[FIXED] Watchdog DPC Violation Error with Multiple NVIDIA GPUs
Written on May 11, 2018 by Ken ColorossiIntroduction
Recently we have been seeing an issue in our support department with a specific hardware combination: the Asus X99E-10G WS motherboard and triple or quad NVIDIA GPU configurations. When running a workload that is heavy on both the CPU and GPUs, systems with this hardware can crash and give the DPC_WATCHDOG_VIOLATION error or "blue screen of death" (BSOD).
We have created an instructional video to guide users through resolving this problem by reverting to an older NVIDIA graphics driver and then preventing Windows from automatically updating to a newer version. We are also currently coordinating with NVIDIA on a permanent fix. Updates will be published to the article as they become available.
Updates
Final Update 9/10/2018 [SOLUTION]
We have identified a solution that mitigates the DPC errors and while it does not completely solve the problem, in all testing the systems are significantly more stable with fewer crashes. If you need to update to the newest NVIDIA driver in order to run a particular application then this adjustment will help you. If you do NOT need to update in order to run an application we would advise against deploying the adjustment. The adjustment involves editing the registry so at this time we are not releasing a detailed guide however we are releasing an executable that will perform the registry edits for you.
Please navigate HERE and download the files to your affected computer. Once downloaded, run the application to perform the adjustment.
Alternatively, if you have any questions or prefer our Puget Systems Support staff perform the adjustment please don't hesitate to reach out; we are here to help!
Update 6/13/2018
Nivida has stated that the watchdog BSOD w/ multi GPU on X99-E 10G WS is now a "blocking issue", which means they cannot release a new driver unless it contains a fix.
Update 5/24/2018
With the release of new drivers Nvidia has removed the 382.53 driver from their list.

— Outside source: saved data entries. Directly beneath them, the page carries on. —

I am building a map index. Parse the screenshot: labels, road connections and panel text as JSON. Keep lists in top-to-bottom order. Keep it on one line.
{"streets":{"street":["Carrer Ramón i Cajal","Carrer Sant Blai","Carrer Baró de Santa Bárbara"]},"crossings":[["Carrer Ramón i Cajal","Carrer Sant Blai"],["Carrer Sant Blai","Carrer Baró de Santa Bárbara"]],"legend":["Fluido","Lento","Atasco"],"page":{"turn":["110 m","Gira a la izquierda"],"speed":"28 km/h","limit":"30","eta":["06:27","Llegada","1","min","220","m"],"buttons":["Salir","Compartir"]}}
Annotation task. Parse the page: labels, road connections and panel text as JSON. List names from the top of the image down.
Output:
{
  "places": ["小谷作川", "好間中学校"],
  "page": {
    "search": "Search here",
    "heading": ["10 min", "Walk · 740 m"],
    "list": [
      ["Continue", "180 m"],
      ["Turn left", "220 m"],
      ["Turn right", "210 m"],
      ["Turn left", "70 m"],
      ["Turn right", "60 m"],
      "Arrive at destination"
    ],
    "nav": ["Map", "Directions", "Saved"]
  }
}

You can access the download from the Nividia database here.
Update 5/15/2018
Currently Nivida has been able to replicate this issue in their lab and are working on a solution.
How to install NVIDIA Graphics Driver v382.53
The video is embedded below but if you would prefer to read the instructions rather than watch it you can click here to see the script text.
Video Script:
Today, we will demonstrate how to find, install, and hide the older driver for the Nvidia GPU problem with the DPC_WATCHDOG_VIOLATION. The issue is with the Asus X99E-10G WS motherboard and a triple or quad Nvidia GPU stack. When running a GPU and CPU heavy workload, it will cause the system to crash and give the DPC_WATCHDOG_VIOLATION, which looks like this. (SHOW SCREENSHOT).
Step 1: Revert to Older Graphics Driver
So we are going to go to “nvidia.com” then “click on support” then select “Download Drivers” then down in the “Beta, Older drivers and more” section select “Beta and Older Drivers” For this system, we are going to use the defaults because that is all correct. However, if you have GTX1080s or Titans, you’ll need to change the Product drop down to match your system.
From there, we are going to click “Search.” We are going to download the the driver version “382.53” by clicking on “GeForce Game Ready Driver,” then click “Download” and finish by clicking “Agree & Download.”
Once the download is complete. Close your browser, open file explore and navage to the downloads folder
Now, we are going to double click on the file, select yes to the “Do you want the app to make changes to your desktop?” Once you’ve done that, select “OK” on the “Specify the folder where the driver files are to be saved” that is going to unpack where it needs to for installation and start the installer. Next click Agree and Continue to the “License Agreement” then select “Custom” and “NEXT.” We are doing this so we can select “Perform a clean installation” This is very important. Also we are going to un select “NVIDIA GeForce Experience.” This is for gamers and isn’t needed for what we are doing.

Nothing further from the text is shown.